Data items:
- - - - -

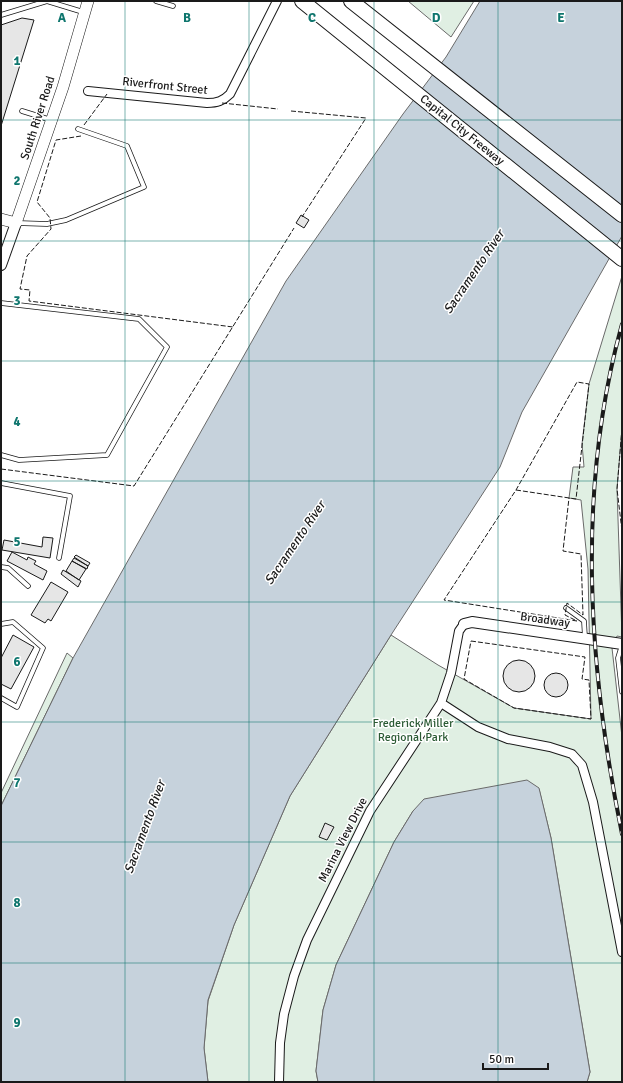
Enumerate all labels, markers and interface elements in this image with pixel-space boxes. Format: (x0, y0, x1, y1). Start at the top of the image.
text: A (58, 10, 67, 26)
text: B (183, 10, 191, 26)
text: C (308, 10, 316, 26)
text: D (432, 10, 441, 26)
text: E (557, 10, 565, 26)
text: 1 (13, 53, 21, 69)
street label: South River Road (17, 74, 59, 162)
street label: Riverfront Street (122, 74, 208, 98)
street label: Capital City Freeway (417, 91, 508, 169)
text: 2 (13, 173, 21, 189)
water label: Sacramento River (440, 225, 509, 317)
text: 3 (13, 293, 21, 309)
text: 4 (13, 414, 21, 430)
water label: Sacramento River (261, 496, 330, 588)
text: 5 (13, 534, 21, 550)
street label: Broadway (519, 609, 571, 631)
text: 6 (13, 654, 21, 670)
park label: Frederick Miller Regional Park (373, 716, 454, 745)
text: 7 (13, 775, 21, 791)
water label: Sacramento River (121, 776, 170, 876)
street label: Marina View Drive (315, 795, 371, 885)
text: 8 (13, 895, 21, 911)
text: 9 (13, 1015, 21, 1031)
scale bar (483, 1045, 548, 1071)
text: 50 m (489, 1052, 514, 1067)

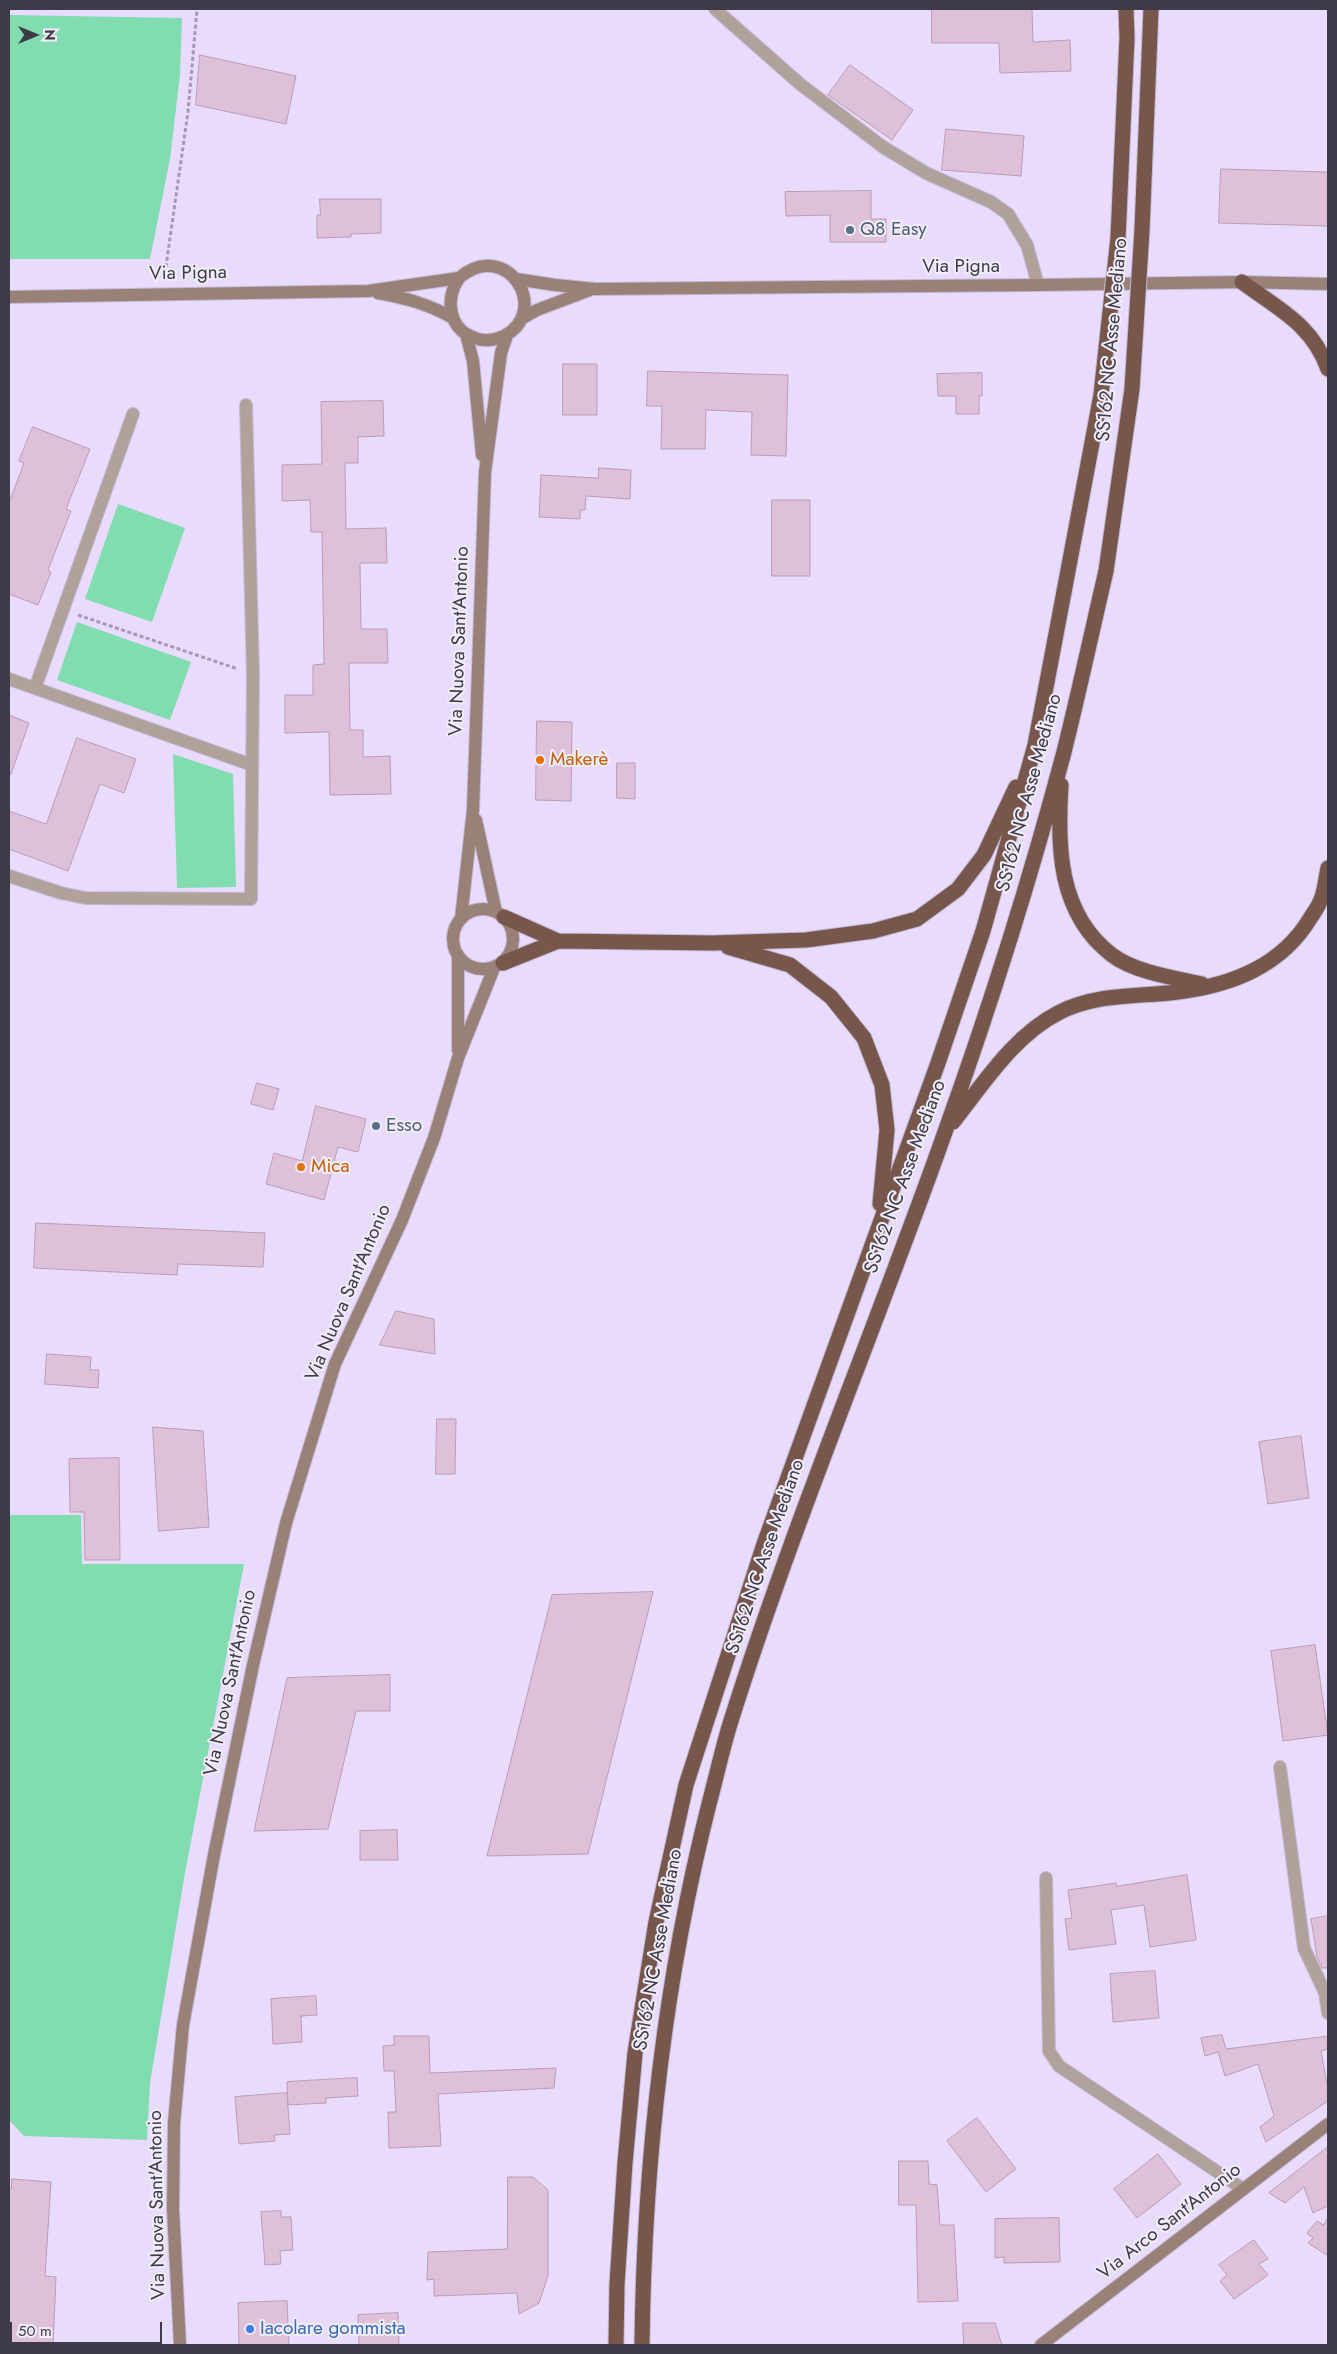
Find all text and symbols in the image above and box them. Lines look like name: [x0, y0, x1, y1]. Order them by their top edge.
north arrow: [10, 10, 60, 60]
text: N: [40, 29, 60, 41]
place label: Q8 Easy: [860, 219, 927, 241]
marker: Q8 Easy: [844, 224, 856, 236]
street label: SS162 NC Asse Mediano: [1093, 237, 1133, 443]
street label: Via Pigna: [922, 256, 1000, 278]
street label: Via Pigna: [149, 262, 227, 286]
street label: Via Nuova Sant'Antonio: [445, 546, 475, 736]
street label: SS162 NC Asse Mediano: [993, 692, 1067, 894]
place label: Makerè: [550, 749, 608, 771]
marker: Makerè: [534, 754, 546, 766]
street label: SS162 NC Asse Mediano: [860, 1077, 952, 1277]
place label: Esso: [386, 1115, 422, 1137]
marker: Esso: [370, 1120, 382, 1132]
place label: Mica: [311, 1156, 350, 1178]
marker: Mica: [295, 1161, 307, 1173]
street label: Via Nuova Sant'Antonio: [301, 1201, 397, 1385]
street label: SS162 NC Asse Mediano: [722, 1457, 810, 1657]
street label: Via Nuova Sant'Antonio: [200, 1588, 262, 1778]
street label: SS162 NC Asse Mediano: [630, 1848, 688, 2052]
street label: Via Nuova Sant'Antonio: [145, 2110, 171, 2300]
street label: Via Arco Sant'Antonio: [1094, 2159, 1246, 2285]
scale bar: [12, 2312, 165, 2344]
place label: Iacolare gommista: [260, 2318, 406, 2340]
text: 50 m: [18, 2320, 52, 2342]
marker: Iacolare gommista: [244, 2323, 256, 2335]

- - - - -

◆ Task ◆
Reproduce every entry word for word, but skip any pictures.

◆ Solution ◆
Enumerate all labels, markers and interface elements in this image with pixel-space boxes. Format: (x0, y0, x1, y1). Start at the top of the image.
text: A (58, 10, 67, 26)
text: B (183, 10, 191, 26)
text: C (308, 10, 316, 26)
text: D (432, 10, 441, 26)
text: E (557, 10, 565, 26)
text: 1 (13, 53, 21, 69)
street label: South River Road (17, 74, 59, 162)
street label: Riverfront Street (122, 74, 208, 98)
street label: Capital City Freeway (417, 91, 508, 169)
text: 2 (13, 173, 21, 189)
water label: Sacramento River (440, 225, 509, 317)
text: 3 (13, 293, 21, 309)
text: 4 (13, 414, 21, 430)
water label: Sacramento River (261, 496, 330, 588)
text: 5 (13, 534, 21, 550)
street label: Broadway (519, 609, 571, 631)
text: 6 (13, 654, 21, 670)
park label: Frederick Miller Regional Park (373, 716, 454, 745)
text: 7 (13, 775, 21, 791)
water label: Sacramento River (121, 776, 170, 876)
street label: Marina View Drive (315, 795, 371, 885)
text: 8 (13, 895, 21, 911)
text: 9 (13, 1015, 21, 1031)
scale bar (483, 1045, 548, 1071)
text: 50 m (489, 1052, 514, 1067)

Find all text and symbols in the image above and box them. Lines look like name: [x0, y0, x1, y1]. Order them by their top edge.
north arrow: [10, 10, 60, 60]
text: N: [40, 29, 60, 41]
place label: Q8 Easy: [860, 219, 927, 241]
marker: Q8 Easy: [844, 224, 856, 236]
street label: SS162 NC Asse Mediano: [1093, 237, 1133, 443]
street label: Via Pigna: [922, 256, 1000, 278]
street label: Via Pigna: [149, 262, 227, 286]
street label: Via Nuova Sant'Antonio: [445, 546, 475, 736]
street label: SS162 NC Asse Mediano: [993, 692, 1067, 894]
place label: Makerè: [550, 749, 608, 771]
marker: Makerè: [534, 754, 546, 766]
street label: SS162 NC Asse Mediano: [860, 1077, 952, 1277]
place label: Esso: [386, 1115, 422, 1137]
marker: Esso: [370, 1120, 382, 1132]
place label: Mica: [311, 1156, 350, 1178]
marker: Mica: [295, 1161, 307, 1173]
street label: Via Nuova Sant'Antonio: [301, 1201, 397, 1385]
street label: SS162 NC Asse Mediano: [722, 1457, 810, 1657]
street label: Via Nuova Sant'Antonio: [200, 1588, 262, 1778]
street label: SS162 NC Asse Mediano: [630, 1848, 688, 2052]
street label: Via Nuova Sant'Antonio: [145, 2110, 171, 2300]
street label: Via Arco Sant'Antonio: [1094, 2159, 1246, 2285]
scale bar: [12, 2312, 165, 2344]
place label: Iacolare gommista: [260, 2318, 406, 2340]
text: 50 m: [18, 2320, 52, 2342]
marker: Iacolare gommista: [244, 2323, 256, 2335]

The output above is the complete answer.